Start of EXCERPTED RECORDS

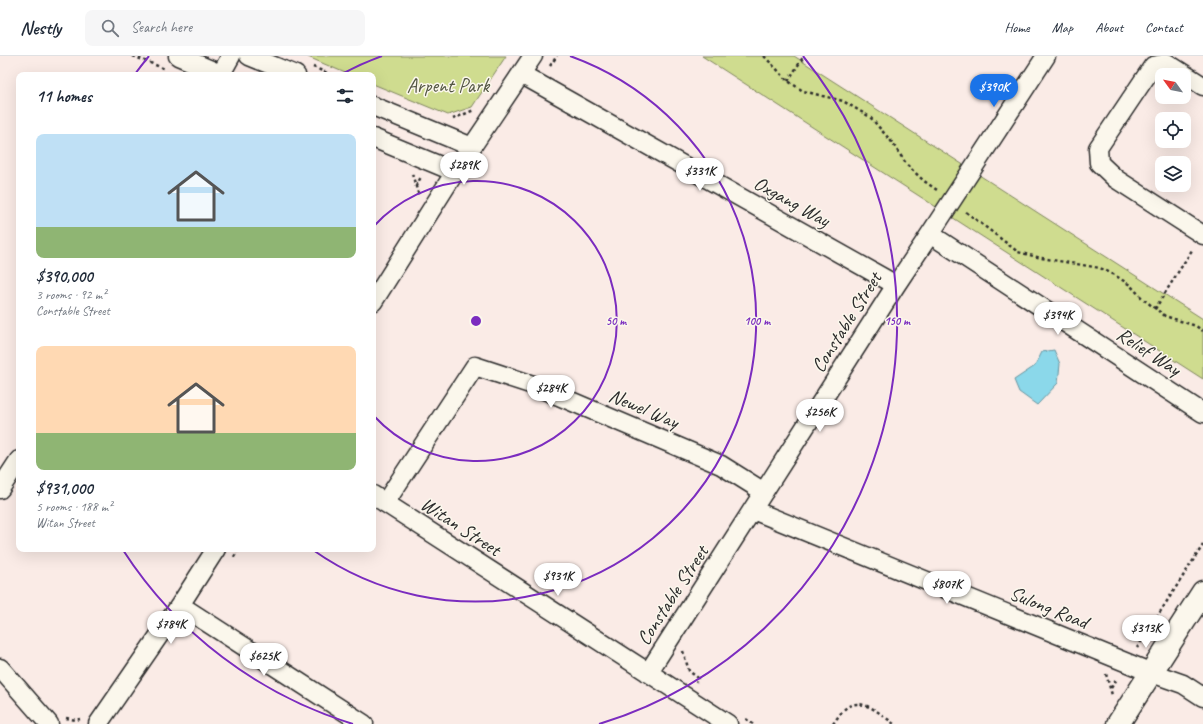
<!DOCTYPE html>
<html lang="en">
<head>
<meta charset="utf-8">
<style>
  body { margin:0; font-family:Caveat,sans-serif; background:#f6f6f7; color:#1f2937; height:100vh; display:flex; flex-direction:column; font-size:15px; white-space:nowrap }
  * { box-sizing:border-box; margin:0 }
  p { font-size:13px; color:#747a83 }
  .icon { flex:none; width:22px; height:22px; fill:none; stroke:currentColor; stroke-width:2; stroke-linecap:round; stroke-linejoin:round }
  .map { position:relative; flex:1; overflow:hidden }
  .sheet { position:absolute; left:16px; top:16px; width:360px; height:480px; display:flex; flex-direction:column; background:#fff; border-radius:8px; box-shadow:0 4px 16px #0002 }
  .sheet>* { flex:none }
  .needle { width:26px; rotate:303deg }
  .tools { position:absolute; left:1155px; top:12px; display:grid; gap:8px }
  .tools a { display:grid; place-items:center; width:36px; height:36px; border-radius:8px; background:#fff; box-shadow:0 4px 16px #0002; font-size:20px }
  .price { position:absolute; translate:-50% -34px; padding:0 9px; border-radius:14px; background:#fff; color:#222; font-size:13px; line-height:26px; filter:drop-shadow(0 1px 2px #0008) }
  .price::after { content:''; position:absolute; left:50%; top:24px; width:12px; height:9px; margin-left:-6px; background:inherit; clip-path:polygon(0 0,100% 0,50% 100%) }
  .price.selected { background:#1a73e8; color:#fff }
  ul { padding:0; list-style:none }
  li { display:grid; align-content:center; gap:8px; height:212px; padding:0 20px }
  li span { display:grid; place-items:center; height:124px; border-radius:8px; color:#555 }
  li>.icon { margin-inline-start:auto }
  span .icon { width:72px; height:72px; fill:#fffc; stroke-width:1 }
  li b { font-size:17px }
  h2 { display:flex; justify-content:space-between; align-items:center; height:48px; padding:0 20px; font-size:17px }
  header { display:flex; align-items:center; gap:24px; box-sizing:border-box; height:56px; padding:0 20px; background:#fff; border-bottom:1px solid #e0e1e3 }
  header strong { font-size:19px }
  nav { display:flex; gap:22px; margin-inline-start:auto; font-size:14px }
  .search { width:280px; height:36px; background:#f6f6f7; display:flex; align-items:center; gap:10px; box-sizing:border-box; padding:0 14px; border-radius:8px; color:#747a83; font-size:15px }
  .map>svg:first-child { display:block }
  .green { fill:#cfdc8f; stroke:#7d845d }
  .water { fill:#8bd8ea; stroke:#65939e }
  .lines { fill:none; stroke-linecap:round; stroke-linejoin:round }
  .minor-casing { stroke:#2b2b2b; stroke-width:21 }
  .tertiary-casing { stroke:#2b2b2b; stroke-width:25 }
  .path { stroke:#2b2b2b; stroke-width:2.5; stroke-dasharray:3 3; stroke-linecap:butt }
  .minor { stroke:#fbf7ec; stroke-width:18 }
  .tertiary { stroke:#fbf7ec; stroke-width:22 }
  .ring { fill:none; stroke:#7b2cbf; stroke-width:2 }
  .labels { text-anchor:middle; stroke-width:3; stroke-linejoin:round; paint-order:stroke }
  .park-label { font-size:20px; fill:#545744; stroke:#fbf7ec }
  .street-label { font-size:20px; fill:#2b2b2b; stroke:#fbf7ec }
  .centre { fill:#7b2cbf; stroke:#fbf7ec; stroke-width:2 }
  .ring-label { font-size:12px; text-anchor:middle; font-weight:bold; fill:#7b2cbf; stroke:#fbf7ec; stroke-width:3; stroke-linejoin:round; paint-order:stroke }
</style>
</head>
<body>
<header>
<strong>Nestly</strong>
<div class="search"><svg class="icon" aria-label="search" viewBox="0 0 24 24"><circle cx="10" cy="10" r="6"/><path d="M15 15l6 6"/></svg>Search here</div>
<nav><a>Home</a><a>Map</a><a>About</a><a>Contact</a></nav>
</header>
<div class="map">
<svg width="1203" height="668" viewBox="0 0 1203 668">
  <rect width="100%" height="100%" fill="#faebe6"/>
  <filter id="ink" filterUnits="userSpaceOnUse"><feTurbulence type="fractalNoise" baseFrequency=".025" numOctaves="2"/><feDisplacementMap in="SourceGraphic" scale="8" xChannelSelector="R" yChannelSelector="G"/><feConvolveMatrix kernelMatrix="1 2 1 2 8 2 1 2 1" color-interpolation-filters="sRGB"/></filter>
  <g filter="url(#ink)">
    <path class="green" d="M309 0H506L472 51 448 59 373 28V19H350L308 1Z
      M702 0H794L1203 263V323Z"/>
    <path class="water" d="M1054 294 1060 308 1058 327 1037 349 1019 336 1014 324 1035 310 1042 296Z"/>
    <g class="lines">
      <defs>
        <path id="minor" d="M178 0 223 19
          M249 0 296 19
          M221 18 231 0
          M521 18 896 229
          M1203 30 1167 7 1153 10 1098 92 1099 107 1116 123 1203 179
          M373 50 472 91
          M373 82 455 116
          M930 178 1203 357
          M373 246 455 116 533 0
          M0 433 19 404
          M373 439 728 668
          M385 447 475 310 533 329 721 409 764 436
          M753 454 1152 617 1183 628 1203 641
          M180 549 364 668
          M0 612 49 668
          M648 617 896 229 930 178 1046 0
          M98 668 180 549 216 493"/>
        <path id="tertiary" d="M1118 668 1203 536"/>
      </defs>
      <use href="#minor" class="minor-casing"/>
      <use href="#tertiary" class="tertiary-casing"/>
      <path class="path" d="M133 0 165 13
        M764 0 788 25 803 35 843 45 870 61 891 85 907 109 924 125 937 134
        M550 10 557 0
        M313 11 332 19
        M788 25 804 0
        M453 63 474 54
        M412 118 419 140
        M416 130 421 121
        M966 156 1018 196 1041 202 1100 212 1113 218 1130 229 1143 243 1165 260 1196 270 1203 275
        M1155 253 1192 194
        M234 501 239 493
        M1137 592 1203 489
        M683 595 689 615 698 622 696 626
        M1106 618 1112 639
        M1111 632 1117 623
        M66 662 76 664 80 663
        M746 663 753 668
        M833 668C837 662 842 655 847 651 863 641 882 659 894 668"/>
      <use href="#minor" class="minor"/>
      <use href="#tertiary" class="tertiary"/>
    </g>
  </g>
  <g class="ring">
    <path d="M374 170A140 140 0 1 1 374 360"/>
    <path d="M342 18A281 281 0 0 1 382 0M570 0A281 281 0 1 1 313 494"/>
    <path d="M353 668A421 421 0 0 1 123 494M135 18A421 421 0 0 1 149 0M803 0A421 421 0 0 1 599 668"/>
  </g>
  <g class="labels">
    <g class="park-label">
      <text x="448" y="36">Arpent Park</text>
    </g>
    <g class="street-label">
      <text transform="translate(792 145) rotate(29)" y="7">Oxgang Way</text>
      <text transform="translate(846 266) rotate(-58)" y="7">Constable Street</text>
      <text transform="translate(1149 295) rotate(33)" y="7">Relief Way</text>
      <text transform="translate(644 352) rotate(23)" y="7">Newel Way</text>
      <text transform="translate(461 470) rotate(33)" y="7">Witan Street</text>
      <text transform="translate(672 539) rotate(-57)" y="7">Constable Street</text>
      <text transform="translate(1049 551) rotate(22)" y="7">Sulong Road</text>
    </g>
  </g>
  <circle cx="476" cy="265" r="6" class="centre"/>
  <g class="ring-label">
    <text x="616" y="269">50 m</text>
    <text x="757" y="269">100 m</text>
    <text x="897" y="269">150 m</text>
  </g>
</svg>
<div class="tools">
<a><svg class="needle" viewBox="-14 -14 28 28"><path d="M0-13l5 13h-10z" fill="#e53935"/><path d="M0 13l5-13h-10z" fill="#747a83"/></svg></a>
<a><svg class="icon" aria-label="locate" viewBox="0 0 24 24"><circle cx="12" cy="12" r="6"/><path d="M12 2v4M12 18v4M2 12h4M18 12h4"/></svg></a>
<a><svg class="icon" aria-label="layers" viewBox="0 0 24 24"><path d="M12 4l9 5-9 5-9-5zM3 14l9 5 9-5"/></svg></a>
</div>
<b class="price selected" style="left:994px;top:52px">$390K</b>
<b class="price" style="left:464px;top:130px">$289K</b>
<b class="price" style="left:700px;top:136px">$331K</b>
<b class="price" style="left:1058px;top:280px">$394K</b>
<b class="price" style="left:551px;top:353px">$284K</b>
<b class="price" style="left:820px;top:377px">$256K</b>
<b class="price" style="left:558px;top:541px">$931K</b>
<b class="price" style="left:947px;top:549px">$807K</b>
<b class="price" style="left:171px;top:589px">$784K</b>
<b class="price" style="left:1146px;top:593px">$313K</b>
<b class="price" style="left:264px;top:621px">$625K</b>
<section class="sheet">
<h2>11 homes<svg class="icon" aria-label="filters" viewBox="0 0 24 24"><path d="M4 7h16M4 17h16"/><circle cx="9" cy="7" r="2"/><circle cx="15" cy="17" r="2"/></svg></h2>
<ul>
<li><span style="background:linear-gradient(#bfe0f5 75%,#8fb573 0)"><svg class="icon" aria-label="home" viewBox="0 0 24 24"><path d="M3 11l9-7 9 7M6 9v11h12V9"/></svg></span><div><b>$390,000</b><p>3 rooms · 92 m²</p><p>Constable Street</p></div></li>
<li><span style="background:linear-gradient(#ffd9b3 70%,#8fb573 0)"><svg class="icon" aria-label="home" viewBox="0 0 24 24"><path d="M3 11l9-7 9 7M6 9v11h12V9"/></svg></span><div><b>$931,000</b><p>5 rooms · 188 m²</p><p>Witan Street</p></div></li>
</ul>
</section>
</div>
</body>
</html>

End of EXCERPTED RECORDS

**WHAT TO DO**
Every line of the records above where the string "shadow" is found should be copied.

**ANSWER SECTION**
  .sheet { position:absolute; left:16px; top:16px; width:360px; height:480px; display:flex; flex-direction:column; background:#fff; border-radius:8px; box-shadow:0 4px 16px #0002 }
  .tools a { display:grid; place-items:center; width:36px; height:36px; border-radius:8px; background:#fff; box-shadow:0 4px 16px #0002; font-size:20px }
  .price { position:absolute; translate:-50% -34px; padding:0 9px; border-radius:14px; background:#fff; color:#222; font-size:13px; line-height:26px; filter:drop-shadow(0 1px 2px #0008) }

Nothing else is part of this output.